The effects extend beyond even that. “If it’s struck down, you’re not necessarily even going to be able to go back to where you were pre-ACA,” says Linda Blumberg, a researcher at the Urban Institute, a left-leaning think tank. “Prior to the ACA, for example, there were some states that had expanded Medicaid eligibility for non-parents and had waivers and were getting federal funds for these expansions. Those waivers don’t exist anymore. All those waivers would have to get renegotiated. The world has changed a lot since then and we can’t necessarily just easily go back.”

Almost Nine Million Subsidized Non-Group Market Enrollees Would Lose Their Subsidies

For Americans earning between 138 percent and 400 percent of the federal poverty line, the ACA established a system of federal subsidies for the purchase of health insurance in the non-group market. During the first half of 2018, 8.9 million Americans received those subsidies. Another 1.4 million unsubsidized Americans enrolled in insurance through the ACA’s exchanges. Those 8.9 million moderate-income Americans would no longer receive financial assistance to purchase health insurance.

People With Pre-Existing Conditions Would Lose Important Protections

The ACA provided Americans with pre-existing conditions who purchase their insurance in the non-group market with three important protections: guaranteed issue (meaning insurers couldn’t deny them coverage), community rating (meaning insurers couldn’t charge those consumers more), and coverage for certain essential health benefits (meaning insurers had to provide comprehensive coverage to all consumers).

All three of those provisions are necessary to protect Americans with pre-existing conditions; if the ACA were struck down in its entirety, all three of those protections would simply disappear. Americans with pre-existing conditions (and without employer-sponsored insurance) would once again be faced with astronomical health insurance premiums, if they could find insurance at all. While young, healthy Americans might be able to find cheaper health insurance in a non-ACA world, the plans available to them would be dramatically less comprehensive.

“Before the ACA, people could get something pretty cheap if they were healthy, but it didn’t cover that much if you got sick—there were no essential health benefits, no bans on coverage limits,” Blumberg says. “So if they got sick, they were often in a really bad financial way.”

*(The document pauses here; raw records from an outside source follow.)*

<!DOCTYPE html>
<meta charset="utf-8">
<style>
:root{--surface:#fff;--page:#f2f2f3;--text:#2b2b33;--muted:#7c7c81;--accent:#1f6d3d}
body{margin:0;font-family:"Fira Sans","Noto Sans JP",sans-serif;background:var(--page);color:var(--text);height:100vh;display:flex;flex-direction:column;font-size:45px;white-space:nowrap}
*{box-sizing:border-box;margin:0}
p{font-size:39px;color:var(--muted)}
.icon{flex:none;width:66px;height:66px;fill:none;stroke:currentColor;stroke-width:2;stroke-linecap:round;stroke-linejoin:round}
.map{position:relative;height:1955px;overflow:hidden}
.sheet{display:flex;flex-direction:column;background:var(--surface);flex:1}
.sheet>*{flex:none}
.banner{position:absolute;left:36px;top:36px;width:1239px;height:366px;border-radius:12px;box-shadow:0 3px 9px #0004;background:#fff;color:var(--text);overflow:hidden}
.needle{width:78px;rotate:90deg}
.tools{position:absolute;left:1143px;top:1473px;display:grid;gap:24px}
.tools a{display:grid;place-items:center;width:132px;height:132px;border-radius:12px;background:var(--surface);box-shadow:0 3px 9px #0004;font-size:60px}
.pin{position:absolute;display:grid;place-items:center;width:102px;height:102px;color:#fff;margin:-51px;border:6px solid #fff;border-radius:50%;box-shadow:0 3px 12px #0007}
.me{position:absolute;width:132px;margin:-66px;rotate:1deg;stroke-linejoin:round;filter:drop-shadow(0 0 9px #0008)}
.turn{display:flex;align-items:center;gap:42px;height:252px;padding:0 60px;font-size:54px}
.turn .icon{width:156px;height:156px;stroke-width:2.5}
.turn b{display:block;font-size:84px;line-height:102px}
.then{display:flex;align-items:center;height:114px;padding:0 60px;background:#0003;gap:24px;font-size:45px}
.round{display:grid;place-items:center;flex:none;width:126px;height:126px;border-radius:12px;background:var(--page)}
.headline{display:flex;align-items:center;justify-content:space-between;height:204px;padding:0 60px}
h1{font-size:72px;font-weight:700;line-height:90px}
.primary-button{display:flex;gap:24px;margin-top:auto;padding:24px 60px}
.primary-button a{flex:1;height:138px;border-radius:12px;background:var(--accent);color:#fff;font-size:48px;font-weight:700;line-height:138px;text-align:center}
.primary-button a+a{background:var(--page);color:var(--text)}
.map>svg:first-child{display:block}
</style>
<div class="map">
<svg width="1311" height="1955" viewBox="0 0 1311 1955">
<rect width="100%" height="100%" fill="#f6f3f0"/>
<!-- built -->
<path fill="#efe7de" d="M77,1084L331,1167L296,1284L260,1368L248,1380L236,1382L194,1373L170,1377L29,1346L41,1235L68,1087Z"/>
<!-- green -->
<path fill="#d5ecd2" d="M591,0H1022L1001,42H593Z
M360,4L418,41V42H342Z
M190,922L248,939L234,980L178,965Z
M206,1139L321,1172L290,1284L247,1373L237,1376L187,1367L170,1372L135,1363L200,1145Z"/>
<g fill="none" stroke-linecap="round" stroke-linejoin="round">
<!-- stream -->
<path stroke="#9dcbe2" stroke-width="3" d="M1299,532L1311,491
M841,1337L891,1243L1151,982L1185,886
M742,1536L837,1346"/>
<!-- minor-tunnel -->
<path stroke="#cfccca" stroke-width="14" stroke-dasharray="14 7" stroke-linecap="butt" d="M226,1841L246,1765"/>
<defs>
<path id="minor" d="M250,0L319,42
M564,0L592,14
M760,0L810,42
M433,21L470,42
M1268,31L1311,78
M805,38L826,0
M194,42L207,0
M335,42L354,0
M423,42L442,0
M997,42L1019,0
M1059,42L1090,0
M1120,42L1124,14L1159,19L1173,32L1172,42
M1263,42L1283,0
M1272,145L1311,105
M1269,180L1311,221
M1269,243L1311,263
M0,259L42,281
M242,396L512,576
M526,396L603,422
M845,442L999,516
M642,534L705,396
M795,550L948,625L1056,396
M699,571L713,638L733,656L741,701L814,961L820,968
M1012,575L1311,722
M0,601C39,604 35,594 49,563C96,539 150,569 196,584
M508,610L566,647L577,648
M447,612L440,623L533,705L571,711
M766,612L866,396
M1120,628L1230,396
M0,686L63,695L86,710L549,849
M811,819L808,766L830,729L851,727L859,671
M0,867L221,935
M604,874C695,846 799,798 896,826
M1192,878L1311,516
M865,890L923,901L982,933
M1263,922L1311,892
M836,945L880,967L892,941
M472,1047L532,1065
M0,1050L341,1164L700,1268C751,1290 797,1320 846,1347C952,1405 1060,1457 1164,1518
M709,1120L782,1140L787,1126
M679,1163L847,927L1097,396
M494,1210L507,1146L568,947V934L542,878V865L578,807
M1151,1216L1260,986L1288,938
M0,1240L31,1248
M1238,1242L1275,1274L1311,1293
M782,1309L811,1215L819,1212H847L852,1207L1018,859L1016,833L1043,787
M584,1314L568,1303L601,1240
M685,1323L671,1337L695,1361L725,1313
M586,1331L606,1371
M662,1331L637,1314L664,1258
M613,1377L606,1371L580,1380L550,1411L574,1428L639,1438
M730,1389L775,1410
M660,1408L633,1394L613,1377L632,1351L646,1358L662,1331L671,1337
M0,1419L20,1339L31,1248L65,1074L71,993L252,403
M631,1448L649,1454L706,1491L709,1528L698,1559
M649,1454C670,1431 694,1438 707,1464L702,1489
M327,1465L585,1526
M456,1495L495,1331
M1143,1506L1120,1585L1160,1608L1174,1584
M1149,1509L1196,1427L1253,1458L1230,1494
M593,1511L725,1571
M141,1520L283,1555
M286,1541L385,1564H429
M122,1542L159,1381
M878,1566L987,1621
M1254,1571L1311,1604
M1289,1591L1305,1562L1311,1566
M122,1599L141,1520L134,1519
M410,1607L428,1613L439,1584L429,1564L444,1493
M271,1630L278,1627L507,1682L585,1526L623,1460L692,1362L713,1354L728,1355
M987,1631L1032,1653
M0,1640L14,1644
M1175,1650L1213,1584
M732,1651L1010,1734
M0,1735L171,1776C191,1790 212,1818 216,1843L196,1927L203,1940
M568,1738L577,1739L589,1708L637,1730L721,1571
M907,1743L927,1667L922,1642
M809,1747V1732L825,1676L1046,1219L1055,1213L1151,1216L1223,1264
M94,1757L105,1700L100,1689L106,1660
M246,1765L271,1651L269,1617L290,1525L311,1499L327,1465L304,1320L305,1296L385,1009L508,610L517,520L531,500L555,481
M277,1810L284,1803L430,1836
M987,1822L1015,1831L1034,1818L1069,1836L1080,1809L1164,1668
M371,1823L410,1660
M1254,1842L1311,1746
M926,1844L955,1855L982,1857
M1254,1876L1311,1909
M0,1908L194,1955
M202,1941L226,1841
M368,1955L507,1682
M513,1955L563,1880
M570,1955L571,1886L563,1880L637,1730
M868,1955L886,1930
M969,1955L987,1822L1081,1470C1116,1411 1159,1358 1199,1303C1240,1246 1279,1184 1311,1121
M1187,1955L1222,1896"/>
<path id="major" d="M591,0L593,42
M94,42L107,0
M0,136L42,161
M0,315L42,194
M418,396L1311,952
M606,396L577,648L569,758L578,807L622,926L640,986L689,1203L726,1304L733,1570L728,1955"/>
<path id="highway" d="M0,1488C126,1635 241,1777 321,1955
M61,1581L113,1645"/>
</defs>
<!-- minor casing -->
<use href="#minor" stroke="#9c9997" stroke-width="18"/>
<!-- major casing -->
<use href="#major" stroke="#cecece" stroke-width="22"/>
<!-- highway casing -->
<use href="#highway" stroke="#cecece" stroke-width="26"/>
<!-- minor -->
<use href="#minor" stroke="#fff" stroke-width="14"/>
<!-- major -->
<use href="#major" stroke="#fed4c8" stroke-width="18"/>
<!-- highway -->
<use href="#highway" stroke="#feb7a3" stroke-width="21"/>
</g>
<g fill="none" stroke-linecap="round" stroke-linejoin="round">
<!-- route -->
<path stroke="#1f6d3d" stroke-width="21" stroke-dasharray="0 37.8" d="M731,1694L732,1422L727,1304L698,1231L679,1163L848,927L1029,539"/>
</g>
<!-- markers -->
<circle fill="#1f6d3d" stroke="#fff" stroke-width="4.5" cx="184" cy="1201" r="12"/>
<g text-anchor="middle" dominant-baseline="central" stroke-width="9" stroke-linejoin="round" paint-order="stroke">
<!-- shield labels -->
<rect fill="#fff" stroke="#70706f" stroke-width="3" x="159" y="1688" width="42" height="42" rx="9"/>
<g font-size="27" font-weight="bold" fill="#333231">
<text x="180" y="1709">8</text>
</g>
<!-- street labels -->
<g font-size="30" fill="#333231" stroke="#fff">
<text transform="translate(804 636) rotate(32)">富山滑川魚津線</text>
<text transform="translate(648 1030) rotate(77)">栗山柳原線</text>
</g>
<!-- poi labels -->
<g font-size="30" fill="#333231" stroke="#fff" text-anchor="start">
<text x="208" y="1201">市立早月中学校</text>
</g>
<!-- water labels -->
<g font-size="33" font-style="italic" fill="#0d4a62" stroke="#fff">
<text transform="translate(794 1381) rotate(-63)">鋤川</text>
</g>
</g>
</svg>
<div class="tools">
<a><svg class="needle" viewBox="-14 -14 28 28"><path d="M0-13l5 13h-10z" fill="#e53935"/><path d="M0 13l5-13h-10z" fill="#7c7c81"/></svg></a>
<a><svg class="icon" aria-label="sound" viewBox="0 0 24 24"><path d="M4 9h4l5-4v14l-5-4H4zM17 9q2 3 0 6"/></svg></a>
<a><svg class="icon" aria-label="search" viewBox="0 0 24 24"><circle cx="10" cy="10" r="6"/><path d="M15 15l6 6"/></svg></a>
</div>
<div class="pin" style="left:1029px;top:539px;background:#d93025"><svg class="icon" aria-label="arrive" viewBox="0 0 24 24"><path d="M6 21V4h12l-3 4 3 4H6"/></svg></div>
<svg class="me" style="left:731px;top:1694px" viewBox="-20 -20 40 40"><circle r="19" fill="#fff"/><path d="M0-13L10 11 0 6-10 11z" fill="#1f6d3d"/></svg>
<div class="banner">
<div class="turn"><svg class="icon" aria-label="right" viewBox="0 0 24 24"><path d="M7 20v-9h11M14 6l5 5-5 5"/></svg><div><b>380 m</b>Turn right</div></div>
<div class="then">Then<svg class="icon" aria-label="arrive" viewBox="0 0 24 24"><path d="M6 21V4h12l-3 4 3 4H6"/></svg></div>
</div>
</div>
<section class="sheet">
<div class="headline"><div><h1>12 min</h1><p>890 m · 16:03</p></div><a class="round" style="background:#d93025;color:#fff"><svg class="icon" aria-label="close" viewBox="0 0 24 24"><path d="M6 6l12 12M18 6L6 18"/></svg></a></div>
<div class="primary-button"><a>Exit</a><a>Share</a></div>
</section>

Bans on Annual and Lifetime Coverage Limits (and Other Popular Provisions) Would Disappear

The ACA also established bans on annual and lifetime coverage limits, which were common in the non-group market and also permissible in the employer-sponsored market before the law’s passage. Those bans would also disappear, leaving even those who get health insurance through their employers vulnerable to financial devastation in the event of a serious accident or illness. Also gone would be the ACA’s provision allowing young adults to remain on their parents’ insurance until the age of 26 and the law’s requirement that plans provide certain free preventive services.

Serious Chaos Would Ensue

The ACA changed the U.S. health-care system, in ways both large and small. While a few significant provisions of the law—the individual mandate, the protections for those with pre-existing conditions, the Medicaid expansion, the premium tax credits—have attracted the most attention, the legislation has touched every corner of the health-care system and almost every person in the country. Were the legislation to simply disappear on a Friday night, with no warning and no replacement plan in place, chaos would ensue. What, for example, would happen to Medicare payment rules? Or to the requirement that employers provide spaces for nursing women to pump breastmilk? Or to the rules governing essential health benefits and preventive care?

“I think there’s an under-recognition of the chaos that would occur,” Blumberg says. “There’s just enormous reach here—there are hundreds of provisions that reach very deep into the different ways in which people are living their lives right now and getting their health insurance coverage.”